日加関係
日本 |
カナダ |
---|
日加関係(にっかかんけい、英語: Canada–Japan relations, フランス語: Relations entre le Canada et le Japon)では、日本とカナダの関係について述べる。
概説
[編集]2012年時点で、日本とカナダは多くの分野にわたって友好的な関係を結んでいる。両地域の関係は、まだカナダが大英帝国自治領だった1889年に日本がバンクーバーに領事館を置いたことに始まる[1]。1903年にはオタワにも日本領事館を開設している[1]。その後、1928年に日加両政府は正式に外交関係を樹立することで合意し、同年日本はそれまでオタワにあった領事館を格上げして公使館を設置し[2]、カナダも翌1929年にアジア地域では同国初となる公使館を東京に開設した[1]。

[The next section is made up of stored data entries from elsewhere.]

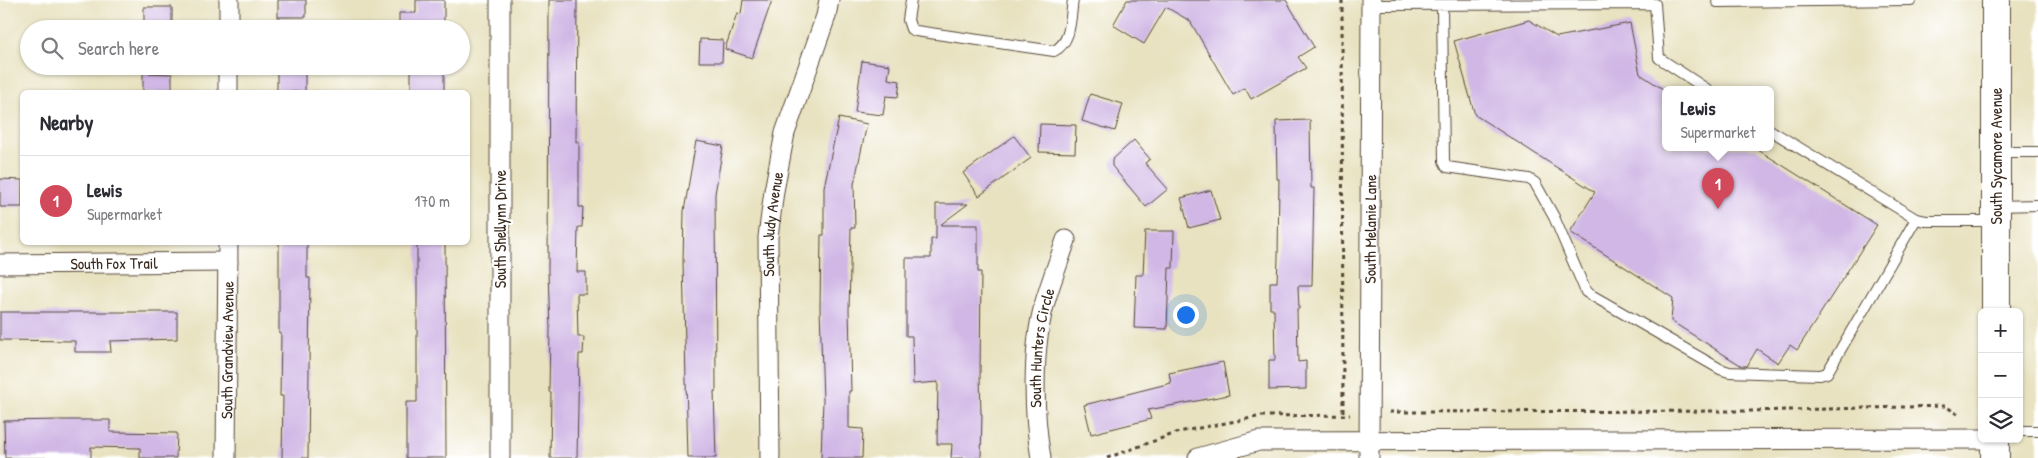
<!DOCTYPE html>
<html lang="en">
<head>
<meta charset="utf-8">
<style>
	body { margin:0; font-family:"Patrick Hand",sans-serif; background:#f7f7f7; color:#2b2b33 }
	.controls { position:absolute; right:15px; bottom:15px; display:grid; overflow:hidden; border-radius:8px; box-shadow:0 1px 4px #0004 }
	.controls button { width:45px; height:45px; display:grid; place-items:center; padding:0; border:0; border-bottom:1px solid #e1e1e2; background:#fff; color:#2b2b33; font:25px sans-serif }
	.you { position:absolute; left:1185px; top:314px; width:18px; height:18px; margin:-12px; border:4px solid #fff; border-radius:50%; background:#1a73e8; box-shadow:0 0 0 8px #1a73e833 }
	.badge { display:grid; place-items:center; width:32px; height:32px; border-radius:50%; background:#d1495b; color:#fff; font-size:16px; font-weight:700 }
	.pin { position:absolute; translate:-50% -41px; filter:drop-shadow(0 1px 2px #0008) }
	.pin::after { content:''; position:absolute; top:26px; width:18px; height:15px; background:inherit; clip-path:polygon(0 0,100% 0,50% 100%) }
	.popup { position:absolute; left:1662px; top:86px; width:112px; height:65px; box-sizing:border-box; display:grid; place-content:center; border-radius:8px; background:#fff; filter:drop-shadow(0 1px 4px #0005); font-size:16px; white-space:nowrap; color:#7c7c81 }
	.popup b { font-size:19px; color:#2b2b33 }
	.popup::after { content:''; position:absolute; left:50%; top:100%; margin-left:-10px; border:10px solid transparent; border-top-color:#fff }
	.list { margin:0; padding:0; list-style:none }
	h2 { display:flex; justify-content:space-between; align-items:center; height:65px; margin:0; padding:0 20px; font-size:21px }
	h2 small { font-size:16px; font-weight:400; color:#7c7c81 }
	.list li { display:grid; grid-template-columns:32px 1fr auto; gap:15px; align-items:center; box-sizing:border-box; height:90px; padding:0 20px; border-top:1px solid #e1e1e2 }
	.list b { display:block; font-size:19px; white-space:nowrap }
	.list p { margin:0; font-size:16px; white-space:nowrap; color:#7c7c81 }
	.list em { font-size:16px; font-style:normal; color:#7c7c81 }
	.icon { flex:none; width:28px; height:28px; fill:none; stroke:currentColor; stroke-width:2; stroke-linecap:round; stroke-linejoin:round }
	.map { position:relative; flex:none; width:2038px; height:458px; overflow:hidden }
	.search { position:absolute; background:#fff; box-shadow:0 1px 4px #0004; left:20px; top:20px; width:450px; height:55px; display:flex; align-items:center; gap:12px; box-sizing:border-box; padding:0 18px; border-radius:28px; color:#7c7c81; font-size:19px }
	.panel { position:absolute; background:#fff; box-shadow:0 1px 4px #0004; left:20px; top:90px; width:450px; height:155px; border-radius:8px }
	.map>svg:first-child { display:block }
	.building { fill:#d0b7e5 }
	.lines { fill:none; stroke-linecap:round; stroke-linejoin:round }
	.service-casing { stroke:#554636; stroke-width:12 }
	.minor-casing { stroke:#554636; stroke-width:21 }
	.secondary-casing { stroke:#554636; stroke-width:30 }
	.path { stroke:#554636; stroke-width:3; stroke-dasharray:4 4; stroke-linecap:butt }
	.service { stroke:#fff; stroke-width:10 }
	.minor { stroke:#fff; stroke-width:19 }
	.secondary { stroke:#fff; stroke-width:28 }
	.labels { text-anchor:middle; stroke-width:4.5; stroke-linejoin:round; paint-order:stroke }
	.street-label { font-size:16px; fill:#3b2a1e; stroke:#fff }
</style>
</head>
<body>
<div class="map">
<svg width="2038" height="458" viewBox="0 0 2038 458">
	<rect width="100%" height="100%" fill="#fff"/>
	<filter id="ink" filterUnits="userSpaceOnUse"><feTurbulence type="fractalNoise" baseFrequency=".02" numOctaves="2"/><feDisplacementMap in="SourceGraphic" scale="10" xChannelSelector="R" yChannelSelector="G"/><feConvolveMatrix kernelMatrix="1 2 1 2 8 2 1 2 1" color-interpolation-filters="sRGB"/></filter>
	<filter id="wash" filterUnits="userSpaceOnUse"><feTurbulence type="fractalNoise" baseFrequency=".0096" numOctaves="4" result="noise"/><feDisplacementMap in="SourceGraphic" scale="20" xChannelSelector="R" yChannelSelector="G"/><feGaussianBlur stdDeviation="1.12" result="paint"/><feColorMatrix in="noise" values="0 0 0 0 0 0 0 0 0 0 0 0 0 0 0 0 0 1.4 0 .05"/><feComposite in="paint" operator="in"/></filter>
	<g filter="url(#wash)">
		<rect width="100%" height="100%" fill="#e8e2c0"/>
		<g id="blocks">
			<path class="building" d="M278 0H306V17H278Z
				M416 0H444V29H399V13H416Z
				M549 0H577L576 142H579V207H583L582 227H578L577 272H586V294H577L578 337H584L583 354H579L577 458H550L551 392H549L550 329 548 272Z
				M743 0H772L752 58 725 49 737 13 741 14Z
				M1127 0H1286L1314 47 1298 57 1306 68 1251 99 1245 88 1233 95 1190 21 1166 7 1144 44 1113 25Z
				M144 7H172V29H144Z
				M1529 20 1557 37 1630 23 1640 74 1666 91V148H1755L1877 225 1797 350 1790 345 1778 363 1757 349 1747 366H1742L1671 321 1673 298 1570 232 1595 192 1475 115 1454 41Z
				M700 39 723 40 722 62H699Z
				M862 61 890 65 888 79 900 81 898 97 886 96 883 115 855 112Z
				M277 66H305V92H277Z
				M411 66H444V92H411Z
				M143 73 172 74V92H143Z
				M1090 94 1123 104 1115 131 1082 121Z
				M839 118 867 124 854 184 855 228H851L849 310 851 391H849V428L863 429 862 458H821L823 400 820 308 821 235H824V187Z
				M1310 120 1311 188H1314L1312 286H1298L1299 309H1297L1298 362 1306 361V389L1269 390V360H1275L1274 309H1270V282H1277L1278 258 1279 179H1277L1276 121Z
				M1040 124 1076 125 1075 153 1039 152Z
				M1014 136 1031 158 979 196 963 173Z
				M1134 140 1150 159 1145 163 1168 189 1146 207 1112 166V160Z
				M696 141 723 146 715 194 716 391H714L716 458H688L683 263 684 211Z
				M0 179 22 180V207H0Z
				M1211 190 1220 220 1189 228 1181 198Z
				M936 204H968L940 225H978V272H981L980 375 981 414H982L981 458H951L952 444H937L938 382 913 384 912 336H906V258H931V239H936Z
				M1145 231H1174L1173 268H1169L1167 329 1134 328 1136 275H1143Z
				M279 242H307V278H310L308 458H282L283 396H280L281 333H279Z
				M417 242H445L446 458H406V402H417Z
				M0 312H177V339L110 341 111 352H75V341L0 340Z
				M1223 362 1229 395 1148 410 1151 419 1091 434 1084 405 1171 383 1169 373Z
				M61 420H110V432L177 433 176 458H140V448L91 447V458H5L4 421Z"/>
		</g>
	</g>
	<g filter="url(#ink)">
		<use href="#blocks" fill-opacity="0" stroke="#554636" stroke-width="1"/>
		<g class="lines">
			<defs>
				<path id="service" d="M911 0 908 20 911 29 916 31 1054 51C1072 42 1070 18 1073 0
					M1717 2 1911 0
					M1371 5 1655 4 1659 58 1708 90
					M1442 5 1444 161 1447 167 1529 179 1535 183 1554 217 1586 292 1720 369 1729 372 1820 375 1827 373 1916 219
					M1770 130 1916 219 1926 221H1994
					M1997 152H2038
					M1997 206 2038 205
					M2019 431H2038"/>
				<g id="minor">
					<path d="M500 0V458"/>
					<path d="M229 29V0"/>
					<path d="M228 92V66"/>
					<path id="s1" d="M0 264 228 262"/>
					<path id="s2" d="M226 458 228 242"/>
					<path id="s3" d="M770 458 768 237 774 191 785 133 826 16 829 0"/>
					<path id="s4" d="M1041 458C1033 412 1032 347 1045 302 1051 281 1059 261 1066 240"/>
					<path d="M1198 458 1259 441 1982 439"/>
					<path id="s5" d="M1369 458 1371 0"/>
				</g>
				<path id="secondary" d="M1996 312V0
					M1995 439V458"/>
			</defs>
			<use href="#service" class="service-casing"/>
			<use href="#minor" class="minor-casing"/>
			<use href="#secondary" class="secondary-casing"/>
			<path class="path" d="M1342 0 1343 415
				M1389 412 1749 411 1945 406 1958 414
				M1107 458 1179 432 1262 416 1350 415"/>
			<use href="#service" class="service"/>
			<use href="#minor" class="minor"/>
			<use href="#secondary" class="secondary"/>
		</g>
	</g>
	<g class="labels">
		<g class="street-label">
			<text transform="translate(1996 156) rotate(-90)" y="6">South Sycamore Avenue</text>
			<text dy="6" stroke="none"><textPath href="#s3" startOffset="234">South Judy Avenue</textPath></text>
			<text transform="translate(500 229) rotate(-90)" y="6">South Shellynn Drive</text>
			<text dy="6" stroke="none"><textPath href="#s5" startOffset="229">South Melanie Lane</textPath></text>
			<text dy="6" stroke="none"><textPath href="#s1" startOffset="114">South Fox Trail</textPath></text>
			<text dy="6" stroke="none"><textPath href="#s4" startOffset="111">South Hunters Circle</textPath></text>
			<text dy="6" stroke="none"><textPath href="#s2" startOffset="108">South Grandview Avenue</textPath></text>
		</g>
	</g>
</svg>
<div class="controls">
<button>+</button>
<button>−</button>
<button><svg class="icon" aria-label="layers" viewBox="0 0 24 24"><path d="M12 4l9 5-9 5-9-5zM3 14l9 5 9-5"/></svg></button>
</div>
<div class="you"></div>
<div class="pin badge" style="left:1718px;top:209px">1</div>
<div class="popup"><b>Lewis</b>Supermarket</div>
<div class="search"><svg class="icon" aria-label="search" viewBox="0 0 24 24"><circle cx="10" cy="10" r="6"/><path d="M15 15l6 6"/></svg>Search here</div>
<section class="panel">
<h2>Nearby<small></small></h2>
<ul class="list">
<li><span class="badge">1</span><div><b>Lewis</b><p>Supermarket</p></div><em>170 m</em></li>
</ul>
</section>
</div>
</body>
</html>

1929年に創設され、日本(東京)へ派遣されたカナダ使節団はアジアにおけるカナダの使節団としては最も古い歴史を有し、非イギリス連邦としては駐米(ワシントン)と駐仏(パリ)の使節団に次いで3番目に古いものであった[2]。2012年現在、カナダは東京に大使館、名古屋に領事館をそれぞれ置いている。一方、日本はオタワに大使館、カルガリー、トロント、バンクーバー、モントリオールの4都市に総領事館を置いている。また、両国は共にG7、CPTPP、OECD、APECの加盟国である。
日加関係史
[編集]日本とカナダが最初に出会ったのは、カナダの冒険家ラナルド・マクドナルドが実母であるインディアンの祖先が日本であると信じて1845年に北海道へ密入国したときとされる[3]。1873年には、二人のカナダ人宣教師が家族とともに横浜に来航し、同じころ、和歌山出身の大工・工藤儀兵衛がブリティッシュ・コロンビアの漁港スティーブストンに住みついたという[3]。一部のカナダ系日本人の間では、後に両国が相互に設置した常設の公使館に先駆けて、非公式な接触があった。カナダに渡った最初期の日本人の一人に永野万蔵がおり、1877年にブリティッシュコロンビア州ニューウェストミンスターに上陸したとの記録がある[4]。
初期の日本人移民は漁業労働者であったが、勤勉でよく働く日本人移民に対してカナダ人は反感と移民増加への警戒感を持ち、カナダ政府は日本人に移民制限を課した[5]。日本政府はこれを受け入れたが、以降も日本人に対する偏見は長く続き、日系カナダ人を苦しめ続けた[5]。
明治時代に日本に派遣されたカナダの使節団は日本の教育制度の近代化に影響を与え、西洋の伝統的な基本思想を教育分野に導入する過程で効果的な役割を果たした。カナダ人のジョージ・コクランは同志社大学、同じくデイヴィッドソン・マクドナルドは青山学院大学の創設にそれぞれ関与した[2]。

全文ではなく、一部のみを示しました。